Source records
*** Block opens ***

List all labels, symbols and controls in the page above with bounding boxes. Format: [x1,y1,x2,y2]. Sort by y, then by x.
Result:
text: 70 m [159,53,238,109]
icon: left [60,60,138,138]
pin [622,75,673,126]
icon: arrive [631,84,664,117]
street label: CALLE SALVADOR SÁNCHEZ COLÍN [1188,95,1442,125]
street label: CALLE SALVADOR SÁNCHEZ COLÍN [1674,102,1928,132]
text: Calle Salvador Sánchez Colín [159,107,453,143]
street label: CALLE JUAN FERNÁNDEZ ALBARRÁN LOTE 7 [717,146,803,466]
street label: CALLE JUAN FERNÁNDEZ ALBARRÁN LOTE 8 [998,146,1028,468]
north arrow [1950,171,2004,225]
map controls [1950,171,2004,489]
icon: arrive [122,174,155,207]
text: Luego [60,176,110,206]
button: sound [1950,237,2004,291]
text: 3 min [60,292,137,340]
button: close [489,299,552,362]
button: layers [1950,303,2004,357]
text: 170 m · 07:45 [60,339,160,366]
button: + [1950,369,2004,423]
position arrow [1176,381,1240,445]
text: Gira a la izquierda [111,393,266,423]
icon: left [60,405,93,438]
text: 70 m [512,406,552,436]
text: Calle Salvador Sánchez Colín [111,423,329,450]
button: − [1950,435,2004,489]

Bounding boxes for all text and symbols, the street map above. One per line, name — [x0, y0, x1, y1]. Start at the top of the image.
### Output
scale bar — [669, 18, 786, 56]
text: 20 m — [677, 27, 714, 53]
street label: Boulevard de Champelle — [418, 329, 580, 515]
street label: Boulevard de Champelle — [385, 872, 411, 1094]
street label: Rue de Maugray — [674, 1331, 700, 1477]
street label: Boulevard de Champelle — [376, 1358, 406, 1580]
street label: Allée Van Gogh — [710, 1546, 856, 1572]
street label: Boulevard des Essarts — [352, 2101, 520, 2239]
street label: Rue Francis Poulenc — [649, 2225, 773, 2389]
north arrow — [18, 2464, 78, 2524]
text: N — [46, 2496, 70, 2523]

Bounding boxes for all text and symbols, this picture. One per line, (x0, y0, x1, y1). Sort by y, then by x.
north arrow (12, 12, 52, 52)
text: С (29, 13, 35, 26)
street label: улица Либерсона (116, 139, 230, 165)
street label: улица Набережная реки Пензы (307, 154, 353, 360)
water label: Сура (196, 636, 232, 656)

*** Block closes ***

> _EXERCISE DIRECTIONS_:
Would you write the records out again, word for word?

> _RESPONSE_:
List all labels, symbols and controls in the page above with bounding boxes. Format: [x1,y1,x2,y2]. Sort by y, then by x.
Result:
text: 70 m [159,53,238,109]
icon: left [60,60,138,138]
pin [622,75,673,126]
icon: arrive [631,84,664,117]
street label: CALLE SALVADOR SÁNCHEZ COLÍN [1188,95,1442,125]
street label: CALLE SALVADOR SÁNCHEZ COLÍN [1674,102,1928,132]
text: Calle Salvador Sánchez Colín [159,107,453,143]
street label: CALLE JUAN FERNÁNDEZ ALBARRÁN LOTE 7 [717,146,803,466]
street label: CALLE JUAN FERNÁNDEZ ALBARRÁN LOTE 8 [998,146,1028,468]
north arrow [1950,171,2004,225]
map controls [1950,171,2004,489]
icon: arrive [122,174,155,207]
text: Luego [60,176,110,206]
button: sound [1950,237,2004,291]
text: 3 min [60,292,137,340]
button: close [489,299,552,362]
button: layers [1950,303,2004,357]
text: 170 m · 07:45 [60,339,160,366]
button: + [1950,369,2004,423]
position arrow [1176,381,1240,445]
text: Gira a la izquierda [111,393,266,423]
icon: left [60,405,93,438]
text: 70 m [512,406,552,436]
text: Calle Salvador Sánchez Colín [111,423,329,450]
button: − [1950,435,2004,489]

Bounding boxes for all text and symbols, the street map above. One per line, name — [x0, y0, x1, y1]. Start at the top of the image.
### Output
scale bar — [669, 18, 786, 56]
text: 20 m — [677, 27, 714, 53]
street label: Boulevard de Champelle — [418, 329, 580, 515]
street label: Boulevard de Champelle — [385, 872, 411, 1094]
street label: Rue de Maugray — [674, 1331, 700, 1477]
street label: Boulevard de Champelle — [376, 1358, 406, 1580]
street label: Allée Van Gogh — [710, 1546, 856, 1572]
street label: Boulevard des Essarts — [352, 2101, 520, 2239]
street label: Rue Francis Poulenc — [649, 2225, 773, 2389]
north arrow — [18, 2464, 78, 2524]
text: N — [46, 2496, 70, 2523]

Bounding boxes for all text and symbols, this picture. One per line, (x0, y0, x1, y1). Sort by y, then by x.
north arrow (12, 12, 52, 52)
text: С (29, 13, 35, 26)
street label: улица Либерсона (116, 139, 230, 165)
street label: улица Набережная реки Пензы (307, 154, 353, 360)
water label: Сура (196, 636, 232, 656)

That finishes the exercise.